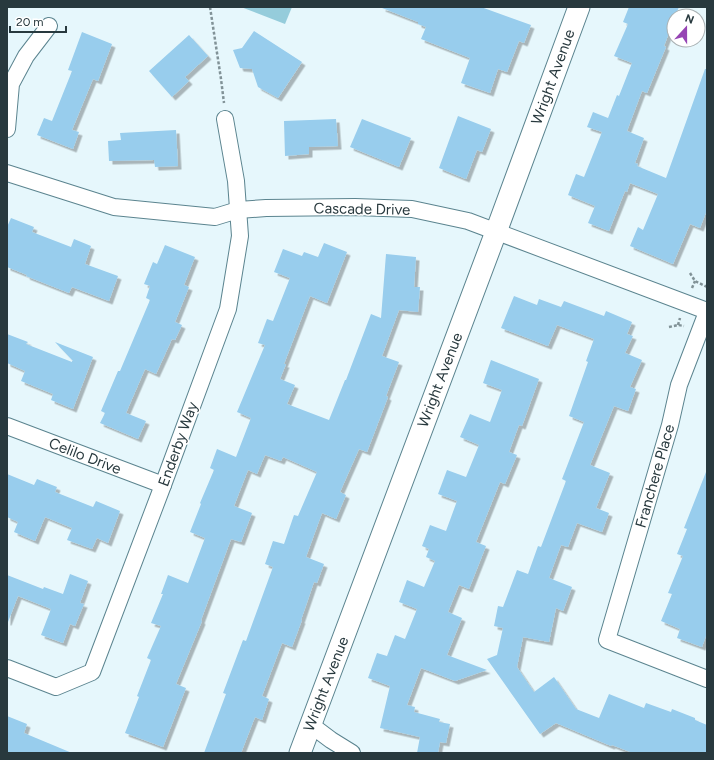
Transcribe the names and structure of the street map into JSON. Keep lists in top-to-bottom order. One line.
{"streets":{"street":["Wright Avenue","Cascade Drive","Enderby Way","Celilo Drive","Franchere Place"]},"crossings":[["Wright Avenue","Cascade Drive"],["Cascade Drive","Enderby Way"],["Cascade Drive","Franchere Place"],["Enderby Way","Celilo Drive"]],"scale_bar":"20 m","north":"top"}
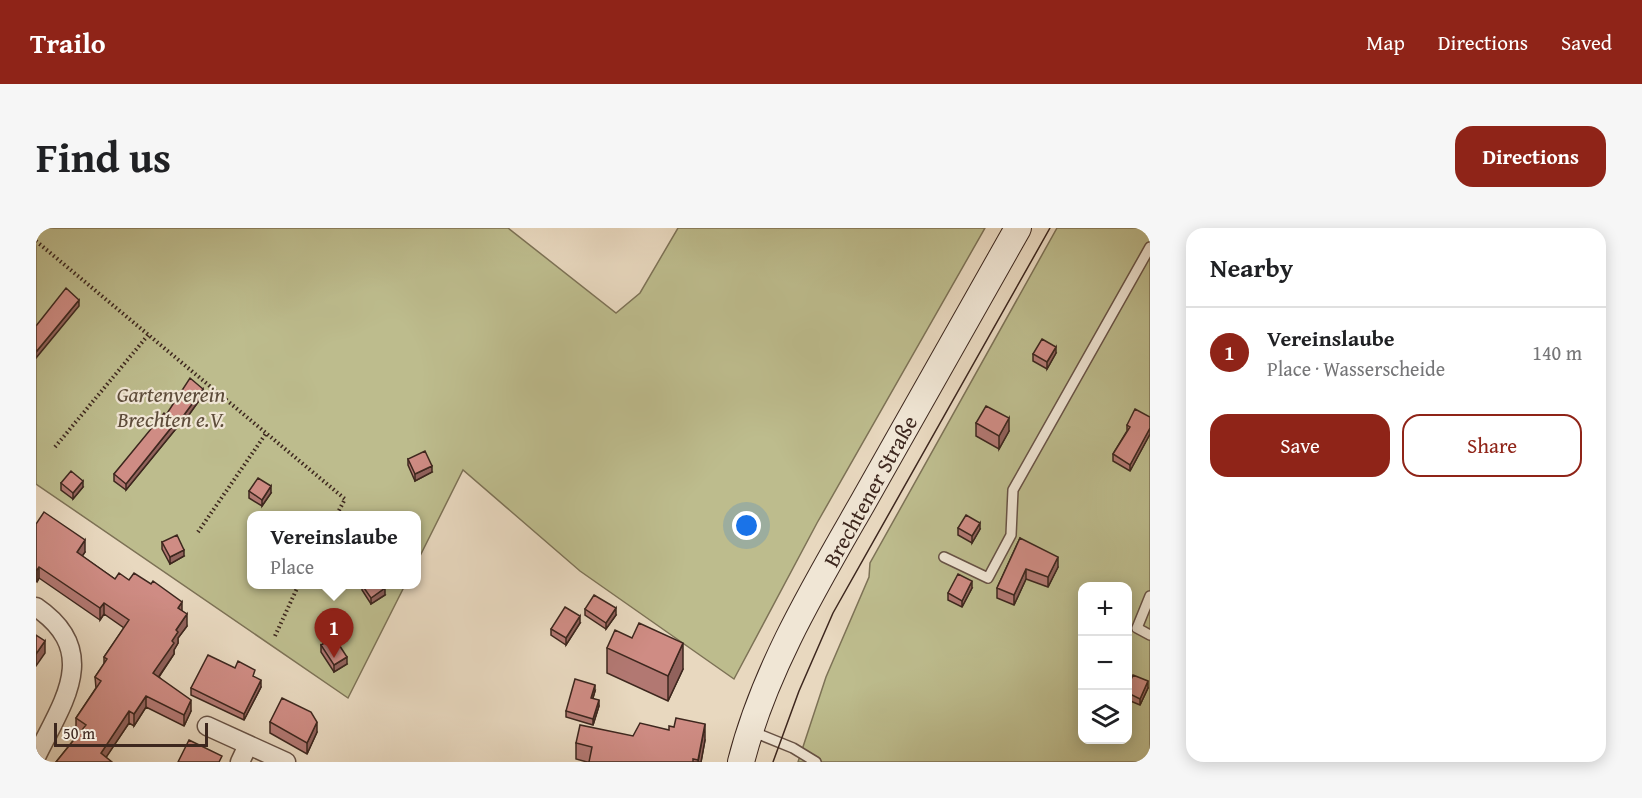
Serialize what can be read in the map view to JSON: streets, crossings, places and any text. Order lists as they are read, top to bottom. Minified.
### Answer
{"streets":{"main road":["Brechtener Straße"]},"parks":["Gartenverein Brechten e.V."],"scale_bar":"50 m","page":{"header":"Trailo","nav":["Map","Directions","Saved"],"title":"Find us","buttons":["Directions",["Save","Share"]],"heading":"Nearby","list":[{"mark":"1","name":"Vereinslaube","note":"Place · Wasserscheide","value":"140 m"}],"popup":["Vereinslaube","Place"],"map_buttons":["+","−"],"pins":"1","scale":"50 m"}}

Problem description: Take the lines above from the one holding "Serialize what can" to the last and output them exactly.

Answer to this task:
Serialize what can be read in the map view to JSON: streets, crossings, places and any text. Order lists as they are read, top to bottom. Minified.
### Answer
{"streets":{"main road":["Brechtener Straße"]},"parks":["Gartenverein Brechten e.V."],"scale_bar":"50 m","page":{"header":"Trailo","nav":["Map","Directions","Saved"],"title":"Find us","buttons":["Directions",["Save","Share"]],"heading":"Nearby","list":[{"mark":"1","name":"Vereinslaube","note":"Place · Wasserscheide","value":"140 m"}],"popup":["Vereinslaube","Place"],"map_buttons":["+","−"],"pins":"1","scale":"50 m"}}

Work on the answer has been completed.